Halaman Author
Kontrol semua karyamu pada halaman author, kamu bisa memublikasikan karya baru atau mengatur karyamu dengan mudah dalam satu tempat.
Cerpen
Komedi
Tetangga Masa Elo?!
0
Suka
3,667
Dibaca

Bugh!

Tubuh Kejora tiba-tiba tersungkur ke lantai beserta isi tasnya yang berserakan. Sesuatu menabraknya. Atau—seseorang.

"Sorry!" Ucapnya cepat dan langsung berlari meninggalkan Kejora yang masih tersungkur di lantai.

"Serously?! Hey!" Kejora berteriak ke arah lelaki tadi yang menabraknya.

"Sorry! Gue buru-buru!" Lelaki itupun berteriak kembali seraya menoleh singkat pada Kejora.

"Bangke! Udah nabrak orang, bukannya nolongin." Gerutu Kejora seraya merapikan barang-barangnya yang berserakan dan memasukkannya kembali ke dalam tas.

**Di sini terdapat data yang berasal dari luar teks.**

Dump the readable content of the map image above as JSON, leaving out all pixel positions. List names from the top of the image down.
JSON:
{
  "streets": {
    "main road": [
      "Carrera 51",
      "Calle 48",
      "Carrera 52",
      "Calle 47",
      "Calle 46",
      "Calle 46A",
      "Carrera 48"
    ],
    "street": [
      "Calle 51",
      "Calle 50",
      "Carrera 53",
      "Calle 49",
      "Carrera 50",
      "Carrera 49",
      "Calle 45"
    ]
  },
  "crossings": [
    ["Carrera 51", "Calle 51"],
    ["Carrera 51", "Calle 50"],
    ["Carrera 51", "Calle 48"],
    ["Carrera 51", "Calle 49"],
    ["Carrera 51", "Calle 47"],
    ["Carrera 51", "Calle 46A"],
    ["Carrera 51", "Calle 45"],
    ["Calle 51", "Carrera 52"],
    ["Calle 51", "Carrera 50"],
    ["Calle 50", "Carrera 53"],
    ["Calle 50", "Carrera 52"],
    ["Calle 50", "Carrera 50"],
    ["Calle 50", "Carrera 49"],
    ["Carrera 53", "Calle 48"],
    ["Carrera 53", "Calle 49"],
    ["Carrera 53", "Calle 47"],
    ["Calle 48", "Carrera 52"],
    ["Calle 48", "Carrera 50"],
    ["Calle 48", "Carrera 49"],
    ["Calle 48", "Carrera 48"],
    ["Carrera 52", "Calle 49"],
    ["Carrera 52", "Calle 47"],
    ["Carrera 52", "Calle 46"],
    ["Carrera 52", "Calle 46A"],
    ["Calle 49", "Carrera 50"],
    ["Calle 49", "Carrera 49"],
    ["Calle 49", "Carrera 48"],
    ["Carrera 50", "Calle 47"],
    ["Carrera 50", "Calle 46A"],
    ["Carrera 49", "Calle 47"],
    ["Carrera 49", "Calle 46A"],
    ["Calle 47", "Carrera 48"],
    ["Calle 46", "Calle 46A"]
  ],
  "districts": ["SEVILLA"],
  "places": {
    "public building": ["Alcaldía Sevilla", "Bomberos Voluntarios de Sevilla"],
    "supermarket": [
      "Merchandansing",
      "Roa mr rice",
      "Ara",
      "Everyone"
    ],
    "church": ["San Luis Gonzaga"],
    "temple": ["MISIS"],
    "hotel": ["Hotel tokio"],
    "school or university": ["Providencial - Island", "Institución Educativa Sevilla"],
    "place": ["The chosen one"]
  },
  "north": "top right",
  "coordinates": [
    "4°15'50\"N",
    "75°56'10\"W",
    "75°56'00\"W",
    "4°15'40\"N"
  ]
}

Kejora baru akan berangkat ke kantor. Saat sedang berjalan menuju pintu keluar, seseorang yang tidak bertanggung jawab menabraknya dan tanpa rasa bersalah langsung pergi begitu saja.

"Ya ampun, Non! Kok, ngemper gitu, sih?" Seru seorang satpam yang tiba-tiba datang dan ia segera membantu Kejora membereskan barang-barangnya.

"Ditabrak orang, Pak! Orangnya nggak tanggung jawab," gerutu Kejora.

"Duh, serem amat, Non! Tanggung jawab itu berat, Non."

Kejora mengernyit.

Kenapa si Bapak jadi curhat?

Tanpa membalas ucapan Bapak satpam yang pagi-pagi sudah curhat, Kejora pamit dan melesat dari sana dengan cepat menuju lobby. Karena, pesanan taksi online-nya sudah menunggu sejak tadi.

***

"Gimana apartemen barunya?" Lisa—rekan kerja Kejora, ia duduk tepat di kubikel sebelahnya.

"Ya nggak gimana-gimana."

"Datar lo!" Ujar Lisa.

"Ya mau jawaban apa? Itu kan apartemen murah, yang terlihat biasa aja. Intinya, ya nyaman," lanjut Kejora dengan malas. Ia masih sibuk menyusun berkas-berkas yang akan dipakai untuk rapat hari ini.

"Udah kenalan sama tetangga sebelah elo?" tanya Lisa kembali.

"Belum."

"Elo ketok, dong pintunya. Bawa kue, kenalan gitu," Lisa memberikan saran yang tidak penting.

"Gue kan baru pindah semalam. Jadi, belum ada seorangpun yang gue kenal di sana," Kejora menekankan kata-katanya.

"Eh, iya juga, sih! Ya udah, hari ini kenalan sama tetangga, biar ada yang bisa ngawasin elo. Elo kan baru kali ini pisah sama orangtua elo."

"Gue bisa jaga diri, nggak perlu tetangga buat ngawasin gue," Kejora menoleh tajam ke arah Lisa. Tidak terima dengan ucapan Lisa, yang seakan-akan dia anak manja yang lemah.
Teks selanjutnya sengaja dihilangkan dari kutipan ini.